New York Daily News

March 16, 2015, 4:29 PM



Police unions: NYPD is handcuffing cops on Clean Halls patrols



An apartment building at 1515 Selwyn Ave., the Bronx, part of the NYPD's Clean Halls program of private building patrols.


Cops have been warned not to stop people at private apartment buildings unless they reasonably suspect the person is trespassing, according to an internal NYPD message.

Two police unions decried the new guidelines as a victory for criminals.

But the New York Civil Liberties Union said they greatly reduce the chance of baseless arrests — while still providing police the ability to fight crime.

“This is a simple directive that makes a simple point: officers cannot stop or arrest people simply because they are in or near a Clean Halls building,” said Christopher Dunn, the NYCLU’s associate legal director.

“Beyond that, officers remain free to enforce the law when they see suspicious activity.”

The March 10 Finest Message codifies for officers — apparently for the first time — the circumstances under which they can stop people at private buildings whose owners, under terms of NYPD’s Operation Clean Halls initiative, give police permission to conduct patrols there to make sure no one is trespassing.

But “mere presence in or outside a building” is not an “objective credible reason” to conduct a stop, the message says.

“A uniformed member of the service may not approach a person merely because the person has entered or exited or is present near a building enrolled in the trespass affidavit program,” it reads.

The NYCLU in March 2012 filed a class-action lawsuit that alleged police stopped people without justification, including people who actually lived in those buildings.

The NYPD during the case admitted it didn’t have formal guidelines in place, and some officers testified they felt they could stop anyone if the building was part of Clean Halls.

Judge Shira Scheindlin later ruled that too many of the stops were unconstitutional.
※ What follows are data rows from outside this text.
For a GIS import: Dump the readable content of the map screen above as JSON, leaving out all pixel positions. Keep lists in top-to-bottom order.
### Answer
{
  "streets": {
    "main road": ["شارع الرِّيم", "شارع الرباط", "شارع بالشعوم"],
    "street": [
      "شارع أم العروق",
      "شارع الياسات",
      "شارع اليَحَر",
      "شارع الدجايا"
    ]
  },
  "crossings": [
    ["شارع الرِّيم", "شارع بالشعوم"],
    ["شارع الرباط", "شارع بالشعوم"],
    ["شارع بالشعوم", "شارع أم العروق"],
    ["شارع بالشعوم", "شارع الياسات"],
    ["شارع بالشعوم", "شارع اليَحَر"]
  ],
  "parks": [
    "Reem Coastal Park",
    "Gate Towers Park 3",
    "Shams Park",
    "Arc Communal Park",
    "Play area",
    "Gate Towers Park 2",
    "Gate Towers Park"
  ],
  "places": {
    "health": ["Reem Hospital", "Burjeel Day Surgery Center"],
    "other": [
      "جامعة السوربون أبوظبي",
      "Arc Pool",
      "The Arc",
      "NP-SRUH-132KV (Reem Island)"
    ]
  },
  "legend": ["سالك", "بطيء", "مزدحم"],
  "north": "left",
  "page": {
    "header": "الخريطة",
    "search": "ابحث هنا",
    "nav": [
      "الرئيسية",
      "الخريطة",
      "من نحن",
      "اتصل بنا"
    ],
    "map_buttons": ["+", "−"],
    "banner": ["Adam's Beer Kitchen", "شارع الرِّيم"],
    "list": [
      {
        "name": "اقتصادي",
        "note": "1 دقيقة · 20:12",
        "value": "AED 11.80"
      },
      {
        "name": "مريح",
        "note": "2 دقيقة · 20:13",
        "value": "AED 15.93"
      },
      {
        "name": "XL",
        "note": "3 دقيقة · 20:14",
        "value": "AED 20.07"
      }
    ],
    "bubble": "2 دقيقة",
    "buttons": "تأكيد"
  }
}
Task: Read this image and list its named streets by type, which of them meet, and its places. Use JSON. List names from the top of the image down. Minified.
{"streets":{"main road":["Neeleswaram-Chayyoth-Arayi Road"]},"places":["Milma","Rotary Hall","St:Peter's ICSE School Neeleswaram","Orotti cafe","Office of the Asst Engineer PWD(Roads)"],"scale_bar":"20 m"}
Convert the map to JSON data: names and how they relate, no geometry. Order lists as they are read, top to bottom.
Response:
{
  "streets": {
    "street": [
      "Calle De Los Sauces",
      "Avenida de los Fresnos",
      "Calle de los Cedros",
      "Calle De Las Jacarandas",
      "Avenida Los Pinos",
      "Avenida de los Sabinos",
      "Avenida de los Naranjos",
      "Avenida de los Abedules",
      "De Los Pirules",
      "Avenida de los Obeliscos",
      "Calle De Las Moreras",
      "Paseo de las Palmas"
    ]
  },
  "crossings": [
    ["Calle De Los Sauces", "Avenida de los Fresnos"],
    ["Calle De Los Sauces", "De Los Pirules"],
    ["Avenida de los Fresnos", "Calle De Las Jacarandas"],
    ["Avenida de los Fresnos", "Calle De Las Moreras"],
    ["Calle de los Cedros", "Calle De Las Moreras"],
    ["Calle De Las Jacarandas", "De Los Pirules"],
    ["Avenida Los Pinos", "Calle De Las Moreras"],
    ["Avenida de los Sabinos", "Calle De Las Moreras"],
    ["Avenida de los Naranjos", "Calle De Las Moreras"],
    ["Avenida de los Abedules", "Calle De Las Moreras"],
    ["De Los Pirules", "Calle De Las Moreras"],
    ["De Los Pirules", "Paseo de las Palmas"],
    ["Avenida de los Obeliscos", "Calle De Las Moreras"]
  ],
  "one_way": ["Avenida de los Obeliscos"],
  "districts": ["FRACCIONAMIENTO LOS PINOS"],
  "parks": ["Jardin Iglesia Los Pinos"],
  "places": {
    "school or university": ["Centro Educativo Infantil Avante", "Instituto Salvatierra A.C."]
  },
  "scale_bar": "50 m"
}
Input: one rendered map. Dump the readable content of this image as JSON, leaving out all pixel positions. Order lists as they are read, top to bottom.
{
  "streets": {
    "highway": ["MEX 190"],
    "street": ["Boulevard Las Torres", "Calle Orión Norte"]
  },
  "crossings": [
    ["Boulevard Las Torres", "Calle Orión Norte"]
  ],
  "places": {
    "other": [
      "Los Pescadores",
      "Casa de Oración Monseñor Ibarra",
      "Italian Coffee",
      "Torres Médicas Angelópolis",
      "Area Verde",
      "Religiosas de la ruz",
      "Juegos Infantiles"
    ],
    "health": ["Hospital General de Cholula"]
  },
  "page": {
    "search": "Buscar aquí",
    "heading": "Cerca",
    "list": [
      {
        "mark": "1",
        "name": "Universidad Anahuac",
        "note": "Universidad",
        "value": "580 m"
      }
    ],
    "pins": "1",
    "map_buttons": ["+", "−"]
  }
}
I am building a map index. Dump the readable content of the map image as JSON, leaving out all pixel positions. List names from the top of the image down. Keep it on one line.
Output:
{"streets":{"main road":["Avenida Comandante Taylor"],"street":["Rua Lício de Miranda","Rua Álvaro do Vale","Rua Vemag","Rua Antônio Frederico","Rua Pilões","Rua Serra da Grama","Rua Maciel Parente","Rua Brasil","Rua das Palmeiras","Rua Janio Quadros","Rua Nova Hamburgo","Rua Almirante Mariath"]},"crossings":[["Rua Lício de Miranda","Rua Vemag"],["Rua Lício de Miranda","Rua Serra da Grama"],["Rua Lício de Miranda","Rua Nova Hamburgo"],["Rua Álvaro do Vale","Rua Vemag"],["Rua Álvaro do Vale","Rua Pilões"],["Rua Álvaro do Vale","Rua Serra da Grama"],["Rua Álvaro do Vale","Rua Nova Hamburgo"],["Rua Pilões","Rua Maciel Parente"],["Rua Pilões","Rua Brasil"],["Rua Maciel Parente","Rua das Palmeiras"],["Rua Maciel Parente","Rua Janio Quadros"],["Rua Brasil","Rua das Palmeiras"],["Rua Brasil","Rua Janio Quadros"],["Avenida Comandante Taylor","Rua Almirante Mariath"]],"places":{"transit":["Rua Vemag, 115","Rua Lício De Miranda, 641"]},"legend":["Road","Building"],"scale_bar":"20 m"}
Edward Mullins, head of the Sergeants Benevolent Association, said the NYPD failed itself by not having guidelines in place.

He also said the new rules do not reflect what most residents want.

“The squeaky wheel gets the grease,” he said. “The great number of people who complained don’t speak for the majority of people who speak for safer communities.”

Pat Lynch, head of the Patrolman’s Benevolent Association, said the guidelines spell the end “of the successful Clean Halls program.”

“The courts have given those with criminal intent the right to loiter in places that they have no legitimate reason to be,” he said. “The court is protecting the rights of criminals while blatantly violating the rights of residents to have a home free of threats and criminality.”

Two weeks ago, the NYPD, in a separate Finest Message, was given new step-by-step instructions on how to conduct stop-and-frisks.

They, too, were a by-product of a Scheindlin ruling that police use of the controversial tactic violated the rights of minorities.